Note: This reflection came at the end of the 2010-2011 school year and has been reposted here from DSC's lesson study blog. The author is Suzanne Teague, a veteran first grade teacher from Orange County Public Schools in Florida. So we thank DSC and the author very much.
My classroom has been packed away, books have been sorted, and memories of the past year are in the forefront. Summer is a time for reflection. As I reflect on experiences that would impact how I teach, the opportunity to participate in Lesson Study comes to mind. It was a powerful experience that not only impacted my teaching, but the students in my classroom, and work with my first grade team of teachers.
Spending quality time with my peers for extended periods over two half days was a bonus. We have always considered ourselves a community of teachers who value each other's ideas. Unfortunately, coming together to discuss our students and our practices has become a commodity. This extra time energized our discussion and ultimately the way we teach in our individual classrooms.
Through collaboration we not only considered our own students but all of the first grade students. Determining specific goals for them provided opportunities for thoughtful discussion. We determined what we wanted our students to take away from this specific lesson at this specific time of year.
Planning the lesson provided the unique opportunity to slow down the process. We analyzed every aspect of the lesson chosen from our Making Meaning® curriculum. In examining the questions, predicting their outcomes, and considering our own students, we thought deeply about the best strategies to meet the needs of our students.
When the lesson was actually taught there was a shift from the lesson to the students. Lesson Study gave us opportunities to "zoom in" and observe specific students to collect data. As I sat on the floor with a clipboard recording levels of engagement, conversations between partners, and reactions to the lesson being taught I was amazed at the students' conversations and literally felt like a fly on the wall.

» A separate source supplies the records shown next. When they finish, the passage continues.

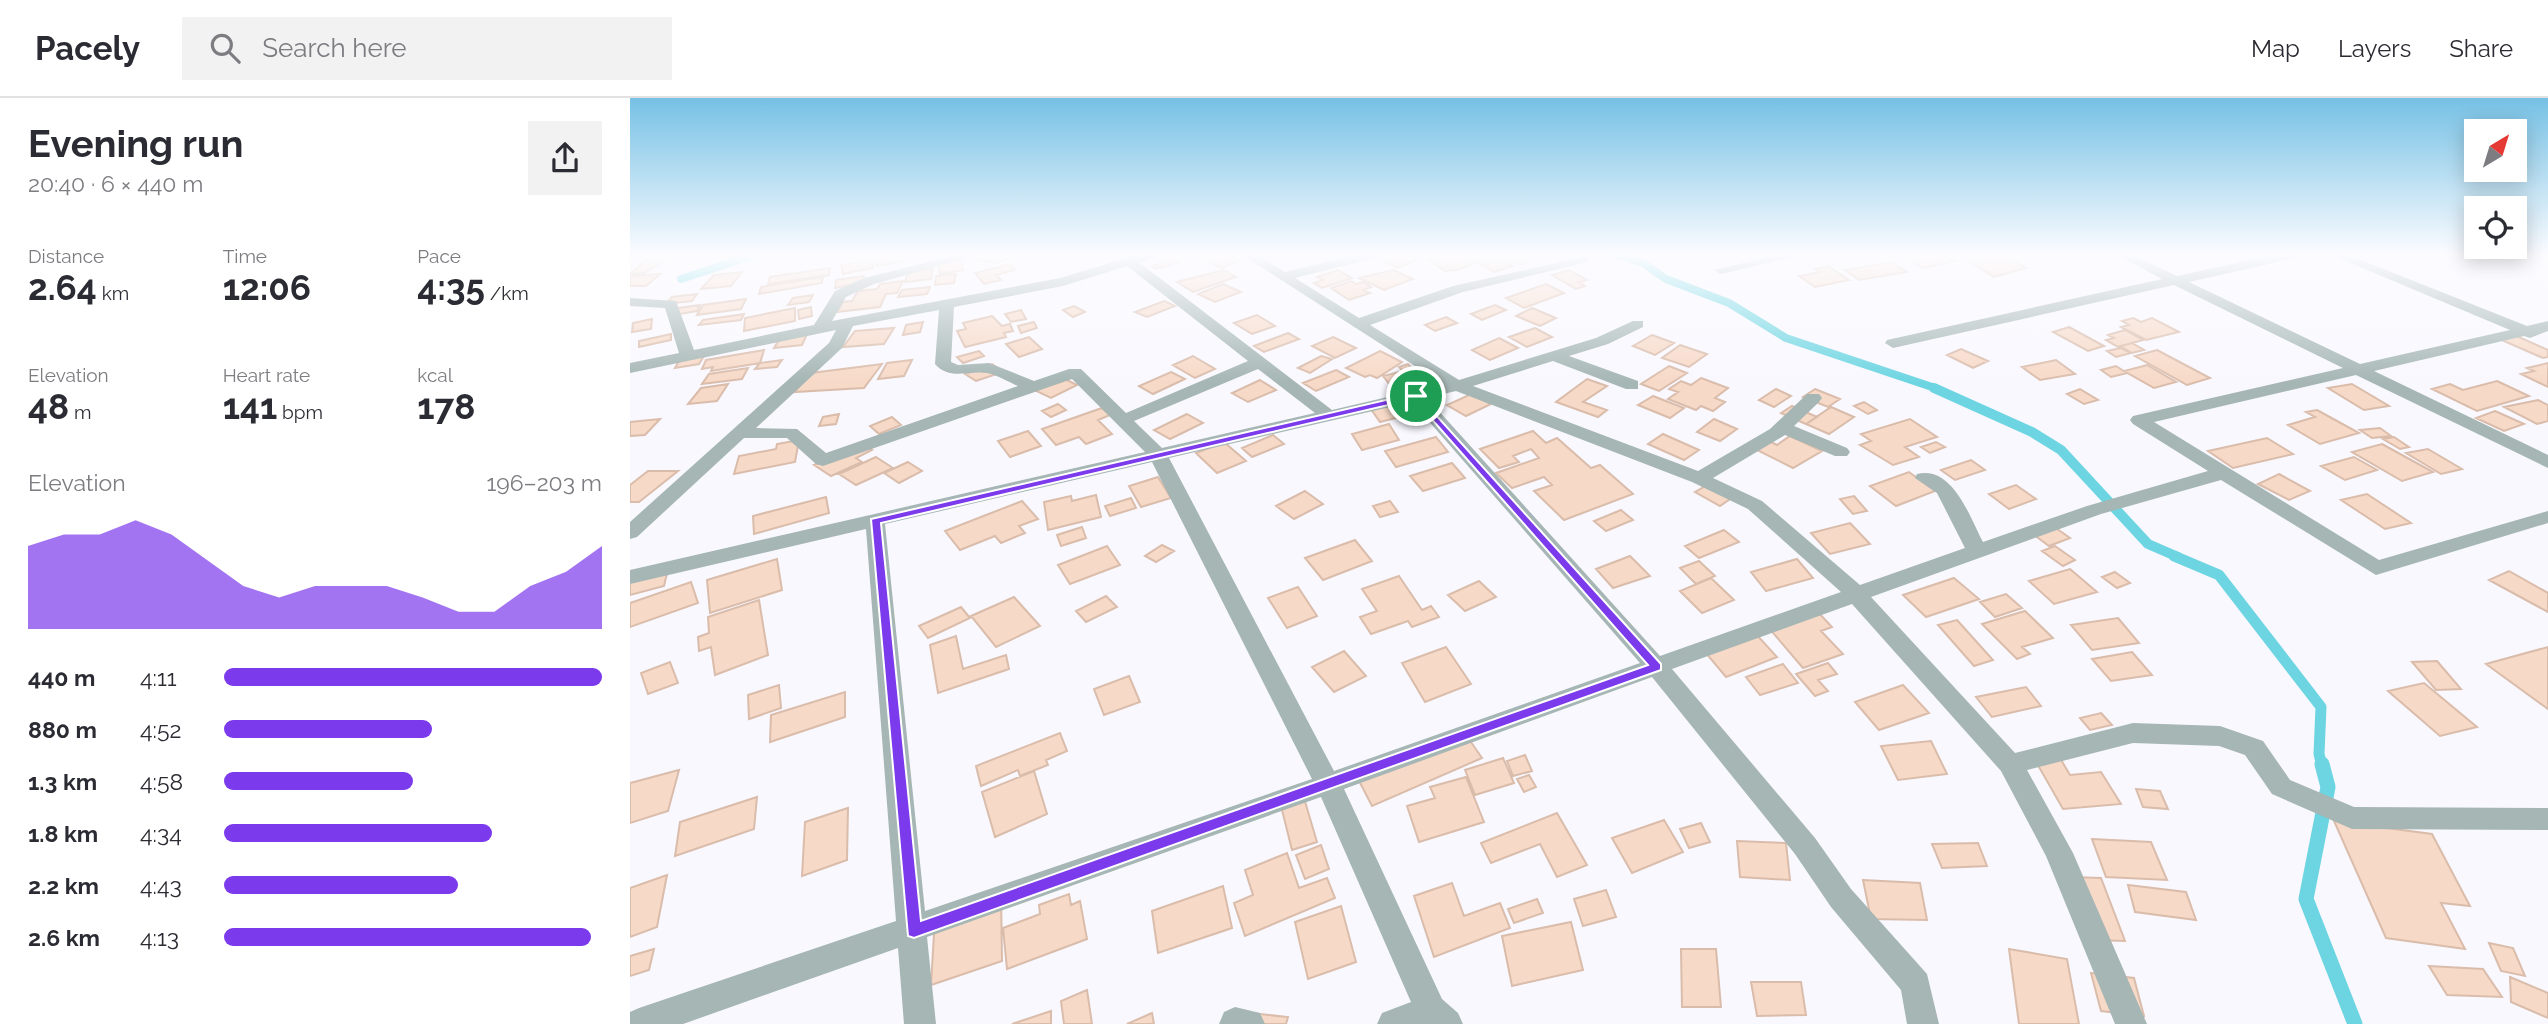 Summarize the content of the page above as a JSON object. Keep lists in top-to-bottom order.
{
  "north": "top right",
  "page": {
    "header": "Pacely",
    "search": "Search here",
    "nav": ["Map", "Layers", "Share"],
    "heading": ["Evening run", "20:40 · 6 × 440 m"],
    "stats": [
      ["Distance", "2.64 km"],
      ["Time", "12:06"],
      ["Pace", "4:35 /km"],
      ["Elevation", "48 m"],
      ["Heart rate", "141 bpm"],
      ["kcal", "178"]
    ],
    "chart": ["Elevation", "196–203 m"],
    "list": [
      {
        "name": "440 m",
        "note": "4:11"
      },
      {
        "name": "880 m",
        "note": "4:52"
      },
      {
        "name": "1.3 km",
        "note": "4:58"
      },
      {
        "name": "1.8 km",
        "note": "4:34"
      },
      {
        "name": "2.2 km",
        "note": "4:43"
      },
      {
        "name": "2.6 km",
        "note": "4:13"
      }
    ]
  }
} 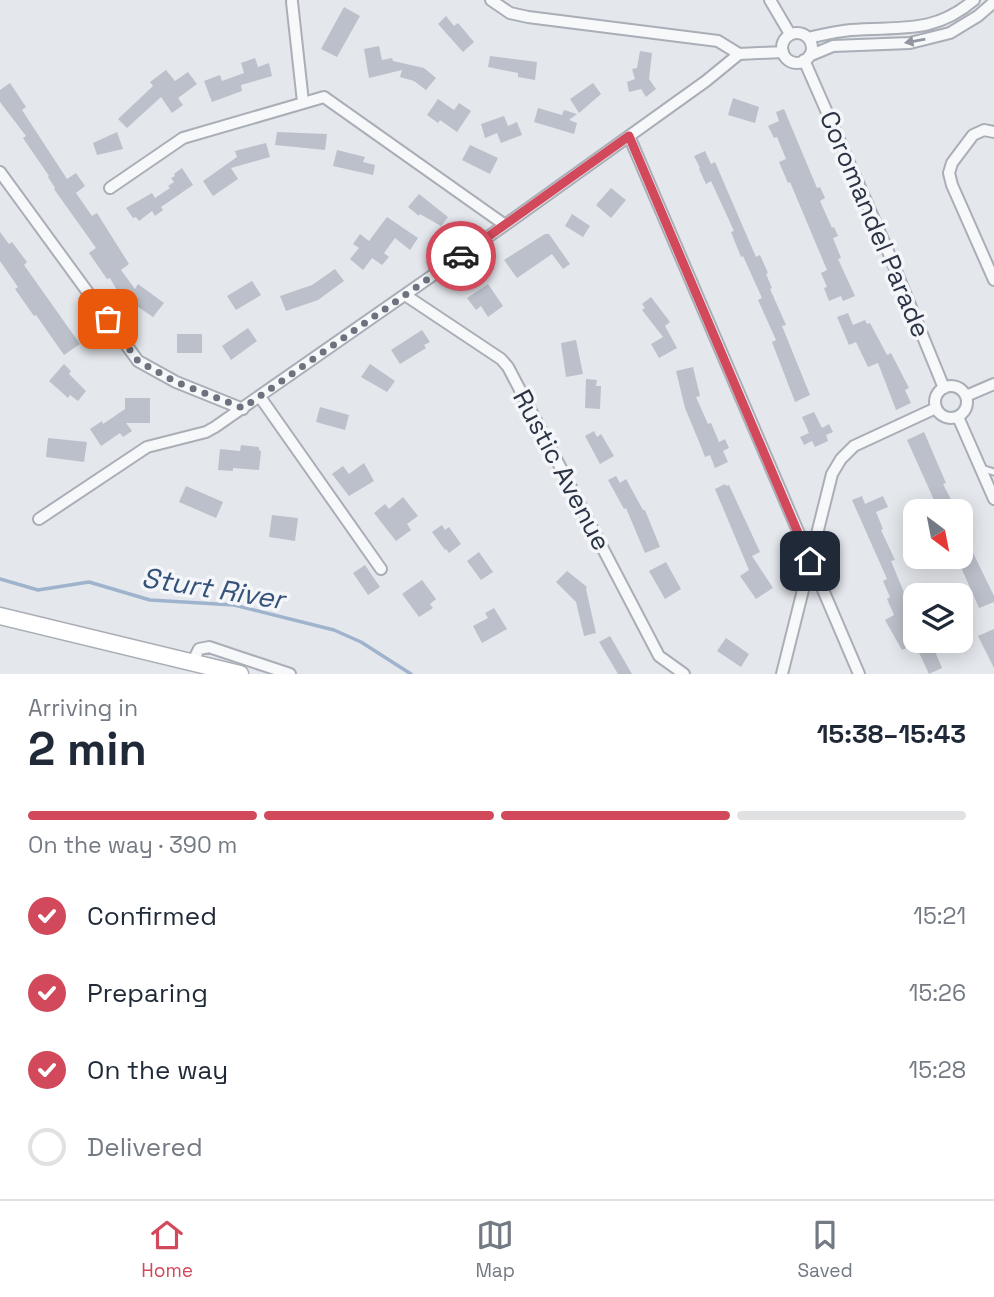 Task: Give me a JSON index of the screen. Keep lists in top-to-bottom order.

Surprisingly, the children didn't seem to notice or care that six extra teachers had entered their room to watch and listen.
After the lesson, we came back together to examine and analyze the data. Compiling the information we individually gathered gave us a picture of the entire class. There were some surprising trends in our findings. Most of the partners had real conversations about the mentor text that was used to guide the lesson. Their connections went further than the surface level we had anticipated. This led to further conversations about what made a positive difference in the lesson.
There were many layers in the impact of Lesson Study. First, I could not wait to teach the identical lesson with my own group of first graders. But even bigger was the impact the experience had on my personal lesson planning. I began to anticipate what might happen during a lesson and make more adjustments during the planning process. Knowing the developmental levels of my students and the goals I set for them empowered the planning process. Lastly, the conversations that took place during the study rejuvenated our team of teachers. We could not wait to share the experience with fellow staff members. But mostly, we consciously made more time during our already busy schedules to discuss curriculum. These rich discussions about our students, lessons, and practices made us think more deeply about our teaching practices as a whole. This not only impacted our team of first grade teachers but an entire group of first grade students.